I was so enamored with their fast growing, willowy, chartreuse colored leaves and fragrant white dripping summer blooms that I also began to use them with gusto in my clients’ gardens. Design wise, these tough trees never disappointed: they were always a standout as a backdrop to sweeps of perennials.
After a few years, quite self confident and patting myself on the back for making such an inspired choice, I thought “If I have a good thing going, why not add some more? ” In a long extended sweeping bed abutting my neighbors property line with evergreens acting as the buffer point, I did just that: planting 3 more Robinia pseuocacia ‘Frisia’, siting them in scale to the 6 already planted.
For the first 5-10 years of their life, I absolutely loved my robinias. Outside of my Davidia involucrata, the robinias were the most ‘oohed and aahed’ at trees when garden tours or groups came for a visit. Yes, they’re a bit of a nuisance when a storm hit: their thin, brittle branches would break off and strewn themselves all over the garden. And when their fragrant flowers turn into seed pods, although the leaves retain their lime color, by the time the end of the summer rolls in, their startling beauty fades: they become ‘just another tree with delicate leaves’.

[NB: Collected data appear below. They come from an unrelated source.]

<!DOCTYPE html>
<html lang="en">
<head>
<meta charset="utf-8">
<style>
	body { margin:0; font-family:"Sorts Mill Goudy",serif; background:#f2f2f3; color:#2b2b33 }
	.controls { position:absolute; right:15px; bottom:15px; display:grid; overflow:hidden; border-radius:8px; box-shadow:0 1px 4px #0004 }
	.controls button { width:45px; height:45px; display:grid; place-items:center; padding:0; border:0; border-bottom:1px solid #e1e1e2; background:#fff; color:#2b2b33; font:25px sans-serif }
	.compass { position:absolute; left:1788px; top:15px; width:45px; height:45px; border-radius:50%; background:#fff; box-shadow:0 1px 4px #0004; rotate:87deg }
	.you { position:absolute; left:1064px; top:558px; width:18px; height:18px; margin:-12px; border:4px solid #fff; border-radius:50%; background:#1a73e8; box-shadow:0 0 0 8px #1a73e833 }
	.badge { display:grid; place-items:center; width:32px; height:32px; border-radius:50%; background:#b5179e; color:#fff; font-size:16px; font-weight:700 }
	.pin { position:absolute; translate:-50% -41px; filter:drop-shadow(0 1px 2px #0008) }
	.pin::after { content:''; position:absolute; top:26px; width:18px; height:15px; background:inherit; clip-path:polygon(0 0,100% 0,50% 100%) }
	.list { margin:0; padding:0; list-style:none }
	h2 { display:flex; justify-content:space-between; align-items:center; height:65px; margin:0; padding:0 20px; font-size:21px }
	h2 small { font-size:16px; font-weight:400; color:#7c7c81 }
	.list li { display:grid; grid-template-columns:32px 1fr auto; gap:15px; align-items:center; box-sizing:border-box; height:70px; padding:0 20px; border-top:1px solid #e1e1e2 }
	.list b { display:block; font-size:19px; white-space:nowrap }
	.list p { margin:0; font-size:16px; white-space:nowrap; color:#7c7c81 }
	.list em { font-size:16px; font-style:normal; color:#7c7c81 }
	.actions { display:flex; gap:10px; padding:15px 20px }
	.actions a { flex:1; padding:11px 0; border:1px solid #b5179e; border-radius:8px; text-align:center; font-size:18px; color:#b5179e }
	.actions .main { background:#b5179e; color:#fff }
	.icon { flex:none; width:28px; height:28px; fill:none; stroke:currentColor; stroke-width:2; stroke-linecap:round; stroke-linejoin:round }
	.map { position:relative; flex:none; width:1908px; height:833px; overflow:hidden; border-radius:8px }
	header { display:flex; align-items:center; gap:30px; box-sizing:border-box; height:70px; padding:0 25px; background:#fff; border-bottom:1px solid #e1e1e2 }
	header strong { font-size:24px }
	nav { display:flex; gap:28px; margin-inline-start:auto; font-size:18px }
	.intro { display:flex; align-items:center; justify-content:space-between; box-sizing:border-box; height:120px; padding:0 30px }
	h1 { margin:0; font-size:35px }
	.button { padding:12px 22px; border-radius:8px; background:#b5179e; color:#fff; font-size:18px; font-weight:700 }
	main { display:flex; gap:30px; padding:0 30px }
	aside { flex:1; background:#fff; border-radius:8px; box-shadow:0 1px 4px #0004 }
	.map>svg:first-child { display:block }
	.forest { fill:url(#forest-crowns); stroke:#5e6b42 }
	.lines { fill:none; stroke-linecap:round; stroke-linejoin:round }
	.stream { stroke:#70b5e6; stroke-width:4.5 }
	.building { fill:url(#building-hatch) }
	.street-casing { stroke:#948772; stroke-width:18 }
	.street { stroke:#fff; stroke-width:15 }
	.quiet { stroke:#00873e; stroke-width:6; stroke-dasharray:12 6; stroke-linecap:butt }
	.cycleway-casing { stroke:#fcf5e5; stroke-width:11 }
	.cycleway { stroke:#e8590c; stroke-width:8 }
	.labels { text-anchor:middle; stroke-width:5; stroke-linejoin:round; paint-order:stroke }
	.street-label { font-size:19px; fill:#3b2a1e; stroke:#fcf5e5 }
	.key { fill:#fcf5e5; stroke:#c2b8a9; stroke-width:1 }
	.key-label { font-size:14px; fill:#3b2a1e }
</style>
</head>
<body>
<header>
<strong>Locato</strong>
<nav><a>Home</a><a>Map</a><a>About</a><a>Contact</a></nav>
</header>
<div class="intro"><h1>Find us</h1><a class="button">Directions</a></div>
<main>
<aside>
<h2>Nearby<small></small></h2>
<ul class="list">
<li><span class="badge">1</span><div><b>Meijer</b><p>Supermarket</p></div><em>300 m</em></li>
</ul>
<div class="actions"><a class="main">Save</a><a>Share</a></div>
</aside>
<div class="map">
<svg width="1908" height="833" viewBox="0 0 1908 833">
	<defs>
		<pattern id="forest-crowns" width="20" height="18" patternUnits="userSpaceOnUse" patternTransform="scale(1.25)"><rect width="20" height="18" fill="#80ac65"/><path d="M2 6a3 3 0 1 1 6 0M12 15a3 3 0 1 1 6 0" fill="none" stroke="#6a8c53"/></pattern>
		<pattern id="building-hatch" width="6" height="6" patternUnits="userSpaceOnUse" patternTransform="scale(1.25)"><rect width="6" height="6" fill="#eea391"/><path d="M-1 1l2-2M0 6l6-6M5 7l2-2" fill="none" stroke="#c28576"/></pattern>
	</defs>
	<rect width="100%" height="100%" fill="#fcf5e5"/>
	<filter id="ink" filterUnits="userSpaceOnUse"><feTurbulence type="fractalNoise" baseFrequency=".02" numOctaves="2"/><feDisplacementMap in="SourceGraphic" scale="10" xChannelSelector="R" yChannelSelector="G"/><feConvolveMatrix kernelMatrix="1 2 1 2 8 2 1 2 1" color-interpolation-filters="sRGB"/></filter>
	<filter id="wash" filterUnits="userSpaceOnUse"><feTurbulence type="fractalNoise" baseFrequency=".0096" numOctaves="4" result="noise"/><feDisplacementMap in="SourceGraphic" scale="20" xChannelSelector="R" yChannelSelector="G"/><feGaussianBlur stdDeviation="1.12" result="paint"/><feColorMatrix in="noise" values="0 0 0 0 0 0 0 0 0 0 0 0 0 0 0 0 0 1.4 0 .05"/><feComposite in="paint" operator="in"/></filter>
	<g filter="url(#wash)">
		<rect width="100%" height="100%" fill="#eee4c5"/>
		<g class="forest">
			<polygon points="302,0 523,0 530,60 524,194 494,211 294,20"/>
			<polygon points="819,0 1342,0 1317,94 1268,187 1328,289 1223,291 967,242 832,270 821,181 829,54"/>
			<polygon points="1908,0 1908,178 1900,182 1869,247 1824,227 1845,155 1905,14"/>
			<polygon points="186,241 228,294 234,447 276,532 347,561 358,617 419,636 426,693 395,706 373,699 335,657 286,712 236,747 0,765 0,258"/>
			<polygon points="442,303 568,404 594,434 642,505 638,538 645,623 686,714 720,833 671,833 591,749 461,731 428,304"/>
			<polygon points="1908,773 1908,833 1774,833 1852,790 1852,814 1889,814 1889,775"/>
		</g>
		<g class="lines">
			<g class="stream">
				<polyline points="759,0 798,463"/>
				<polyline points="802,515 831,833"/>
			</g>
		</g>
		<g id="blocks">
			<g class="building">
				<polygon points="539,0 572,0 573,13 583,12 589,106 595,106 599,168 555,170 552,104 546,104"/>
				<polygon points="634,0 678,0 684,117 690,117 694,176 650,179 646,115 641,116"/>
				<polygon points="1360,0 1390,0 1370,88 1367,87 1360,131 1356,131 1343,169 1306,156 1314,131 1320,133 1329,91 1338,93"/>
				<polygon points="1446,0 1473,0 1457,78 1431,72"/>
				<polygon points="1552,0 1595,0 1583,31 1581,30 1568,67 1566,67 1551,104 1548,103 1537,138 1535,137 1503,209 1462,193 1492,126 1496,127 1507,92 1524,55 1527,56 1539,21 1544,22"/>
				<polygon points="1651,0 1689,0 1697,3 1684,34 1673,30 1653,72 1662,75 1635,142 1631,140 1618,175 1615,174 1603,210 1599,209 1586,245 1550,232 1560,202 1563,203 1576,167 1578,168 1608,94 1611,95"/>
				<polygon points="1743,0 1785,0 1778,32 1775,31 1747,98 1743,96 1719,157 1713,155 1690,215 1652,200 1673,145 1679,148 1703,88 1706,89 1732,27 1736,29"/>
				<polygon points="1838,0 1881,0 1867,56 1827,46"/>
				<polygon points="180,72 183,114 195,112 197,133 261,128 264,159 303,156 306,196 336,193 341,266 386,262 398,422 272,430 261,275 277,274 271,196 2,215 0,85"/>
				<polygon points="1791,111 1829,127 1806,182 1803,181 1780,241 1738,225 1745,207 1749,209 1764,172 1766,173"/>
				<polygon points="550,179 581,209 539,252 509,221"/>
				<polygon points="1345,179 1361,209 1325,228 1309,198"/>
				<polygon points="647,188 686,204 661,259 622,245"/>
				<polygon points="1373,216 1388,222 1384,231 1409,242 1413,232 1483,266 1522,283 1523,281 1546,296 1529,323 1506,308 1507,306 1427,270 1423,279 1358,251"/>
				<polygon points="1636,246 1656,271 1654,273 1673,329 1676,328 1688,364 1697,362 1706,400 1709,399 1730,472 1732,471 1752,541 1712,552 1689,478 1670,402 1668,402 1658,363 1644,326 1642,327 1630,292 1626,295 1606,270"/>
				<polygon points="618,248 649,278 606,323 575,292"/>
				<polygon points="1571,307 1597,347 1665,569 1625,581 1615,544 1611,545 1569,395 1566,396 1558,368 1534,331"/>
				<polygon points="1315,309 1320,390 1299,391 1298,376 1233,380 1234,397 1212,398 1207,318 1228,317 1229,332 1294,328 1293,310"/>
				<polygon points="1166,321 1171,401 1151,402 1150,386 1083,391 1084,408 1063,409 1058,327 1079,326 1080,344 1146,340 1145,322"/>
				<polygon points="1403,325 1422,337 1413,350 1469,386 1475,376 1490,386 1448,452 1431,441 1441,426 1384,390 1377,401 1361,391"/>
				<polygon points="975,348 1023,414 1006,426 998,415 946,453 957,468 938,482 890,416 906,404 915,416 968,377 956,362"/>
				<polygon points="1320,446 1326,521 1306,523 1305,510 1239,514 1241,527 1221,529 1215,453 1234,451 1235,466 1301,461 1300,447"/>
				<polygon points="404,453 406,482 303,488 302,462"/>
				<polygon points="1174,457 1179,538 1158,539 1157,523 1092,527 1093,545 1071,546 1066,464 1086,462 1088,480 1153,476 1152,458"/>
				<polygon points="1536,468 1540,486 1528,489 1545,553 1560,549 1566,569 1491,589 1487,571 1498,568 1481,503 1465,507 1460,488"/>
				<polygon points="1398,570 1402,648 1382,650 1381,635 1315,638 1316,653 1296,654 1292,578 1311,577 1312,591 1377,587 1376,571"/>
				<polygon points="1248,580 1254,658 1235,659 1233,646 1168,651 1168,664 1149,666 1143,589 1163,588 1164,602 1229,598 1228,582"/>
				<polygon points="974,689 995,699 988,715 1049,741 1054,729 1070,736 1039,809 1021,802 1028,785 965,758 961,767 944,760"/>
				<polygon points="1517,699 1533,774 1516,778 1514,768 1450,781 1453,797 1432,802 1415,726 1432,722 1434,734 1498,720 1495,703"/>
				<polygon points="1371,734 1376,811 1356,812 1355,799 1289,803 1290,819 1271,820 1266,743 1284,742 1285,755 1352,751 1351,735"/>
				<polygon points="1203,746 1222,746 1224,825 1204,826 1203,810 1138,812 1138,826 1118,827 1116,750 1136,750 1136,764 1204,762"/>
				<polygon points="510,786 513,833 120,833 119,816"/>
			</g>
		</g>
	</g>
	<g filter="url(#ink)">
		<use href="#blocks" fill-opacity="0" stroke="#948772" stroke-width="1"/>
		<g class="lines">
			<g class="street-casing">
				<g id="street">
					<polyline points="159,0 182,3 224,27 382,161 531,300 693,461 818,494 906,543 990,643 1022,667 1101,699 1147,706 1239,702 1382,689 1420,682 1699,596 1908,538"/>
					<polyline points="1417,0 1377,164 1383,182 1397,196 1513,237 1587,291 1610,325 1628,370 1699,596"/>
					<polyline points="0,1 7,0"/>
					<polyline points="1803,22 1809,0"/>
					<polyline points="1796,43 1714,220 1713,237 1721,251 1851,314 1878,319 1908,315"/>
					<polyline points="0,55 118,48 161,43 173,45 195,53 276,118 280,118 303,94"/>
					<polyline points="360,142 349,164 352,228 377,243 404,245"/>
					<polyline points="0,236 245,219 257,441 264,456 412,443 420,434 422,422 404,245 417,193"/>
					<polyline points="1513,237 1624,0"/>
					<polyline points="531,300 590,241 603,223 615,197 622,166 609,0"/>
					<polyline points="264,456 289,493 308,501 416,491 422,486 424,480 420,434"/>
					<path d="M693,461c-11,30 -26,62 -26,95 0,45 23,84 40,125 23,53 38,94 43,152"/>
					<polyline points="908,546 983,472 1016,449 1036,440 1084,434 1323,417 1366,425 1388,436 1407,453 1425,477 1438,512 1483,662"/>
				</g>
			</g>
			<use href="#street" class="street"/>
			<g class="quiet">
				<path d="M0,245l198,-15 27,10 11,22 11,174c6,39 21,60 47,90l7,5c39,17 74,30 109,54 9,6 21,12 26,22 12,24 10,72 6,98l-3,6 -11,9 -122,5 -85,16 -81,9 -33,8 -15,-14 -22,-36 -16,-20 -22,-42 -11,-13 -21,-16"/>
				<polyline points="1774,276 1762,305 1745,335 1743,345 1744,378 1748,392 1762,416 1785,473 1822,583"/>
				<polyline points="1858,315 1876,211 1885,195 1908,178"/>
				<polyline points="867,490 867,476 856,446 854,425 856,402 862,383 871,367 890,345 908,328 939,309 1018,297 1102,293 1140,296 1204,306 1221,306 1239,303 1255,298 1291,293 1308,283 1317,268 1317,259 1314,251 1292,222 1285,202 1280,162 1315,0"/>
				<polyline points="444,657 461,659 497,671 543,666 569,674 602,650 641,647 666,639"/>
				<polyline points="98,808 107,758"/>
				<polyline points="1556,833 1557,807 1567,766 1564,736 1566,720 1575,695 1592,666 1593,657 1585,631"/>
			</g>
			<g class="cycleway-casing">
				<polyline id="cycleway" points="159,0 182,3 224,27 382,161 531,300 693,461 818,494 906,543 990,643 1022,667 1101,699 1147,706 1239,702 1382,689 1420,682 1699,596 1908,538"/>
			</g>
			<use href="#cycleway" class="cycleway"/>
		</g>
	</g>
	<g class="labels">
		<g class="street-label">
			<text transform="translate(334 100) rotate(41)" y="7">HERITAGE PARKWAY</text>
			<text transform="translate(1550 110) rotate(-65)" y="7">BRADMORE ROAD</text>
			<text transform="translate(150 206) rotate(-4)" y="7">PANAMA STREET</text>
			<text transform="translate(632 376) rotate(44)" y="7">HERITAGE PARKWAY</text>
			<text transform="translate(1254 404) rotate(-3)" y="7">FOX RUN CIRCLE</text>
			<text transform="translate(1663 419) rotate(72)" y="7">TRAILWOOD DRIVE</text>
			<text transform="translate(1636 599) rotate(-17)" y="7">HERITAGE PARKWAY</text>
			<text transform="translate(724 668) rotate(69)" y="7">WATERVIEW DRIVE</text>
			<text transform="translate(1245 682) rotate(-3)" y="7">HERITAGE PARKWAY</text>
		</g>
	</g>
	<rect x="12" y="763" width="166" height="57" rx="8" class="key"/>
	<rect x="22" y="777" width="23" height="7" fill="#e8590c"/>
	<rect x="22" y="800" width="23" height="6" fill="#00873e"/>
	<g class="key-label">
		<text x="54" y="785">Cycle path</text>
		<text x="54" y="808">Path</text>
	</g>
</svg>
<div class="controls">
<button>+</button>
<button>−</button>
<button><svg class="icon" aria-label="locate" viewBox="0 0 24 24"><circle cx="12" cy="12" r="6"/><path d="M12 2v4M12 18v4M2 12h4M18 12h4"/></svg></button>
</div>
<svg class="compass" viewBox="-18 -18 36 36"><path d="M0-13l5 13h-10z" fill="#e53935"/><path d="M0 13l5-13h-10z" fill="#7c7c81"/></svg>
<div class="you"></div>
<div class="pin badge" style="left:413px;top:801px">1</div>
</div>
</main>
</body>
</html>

At the same time that I planted one set of robinias, I bought one as a gift for Chanticleer, a public pleasure garden in my neighborhood. Over the years, the gardeners have kept it pruned as a medium sized, free form shrub in a herbaceous border. It looks stunning, much like a Catalpa bignoides ‘Aurea’ (Indian Bean Tree) doeswhen maintained as a shrub.
Although I added a few rows of yews and tried to emulate Piet Oudlf’s style of undulating them (well, at least I tried), my cold looking, steep front yard was still in need of some delicate curb trees to soften it up. I began to research out other robinias. In spring in one of the gardens at Hidcote, I was taken by the robinias maintained as large shrubs interspersed with a plethora of roses and perennials. Their delicate, rose-pink blooms were delightful. Consequently, when I found Robinia pseudoacacia ‘Purple Robe’ in Greer Garden’s catalogue, I thought I had found another winner and immediately ordered 4 of them.
Within a season, their spring bloom of purple/pink pendant shaped racemes of blooms with dark green leaves was a knock out. People walking or driving by would literally stop and stare.
OK, so now I’ve given you the history of my relationship and love affair with these seductive trees. Let me tell you the down side of their personalities. Because they’re so spiny and brittle, as they mature, more than a few branches, some of them major, break off of the tree.
Secondly, their fast growth is problematic. Since I don’t buy into the theory of topping off trees, I was unable to keep their canopy in the back area, low and welcoming. Thirdly, the shape of the trees had to be altered over several years of pruning. That ‘s because so many of the lower branches broke off, many remaining ones had to be pruned to keep the trees looking symmetrical. Within 7 years, there was no sense of a canopy and the branches became so high that the only place one could view their beauty was on the lower levels of the garden.
And finally, their worst characteristic is their rampant self-seeding anywhere and everywhere. The first few times this happened, I thought,” How charming, I can give them to my friends.” But each season, I had to pull out at least 2 dozen not so small seedlings(in borders and grass), along with cutting back dozens on the edge of my woodland that had become humongous. Whether or not they’re labeled invasive, I don’t know. But in my humble opinion, they most certainly are!
Would I use these trees in my garden again? No way! My one exception might be only like Chanticleer did: as a standout shrub in a herbaceous border. Perhaps then
one could keep this wild specimen under control while still enjoying its gorgeous color and fragrant blooms!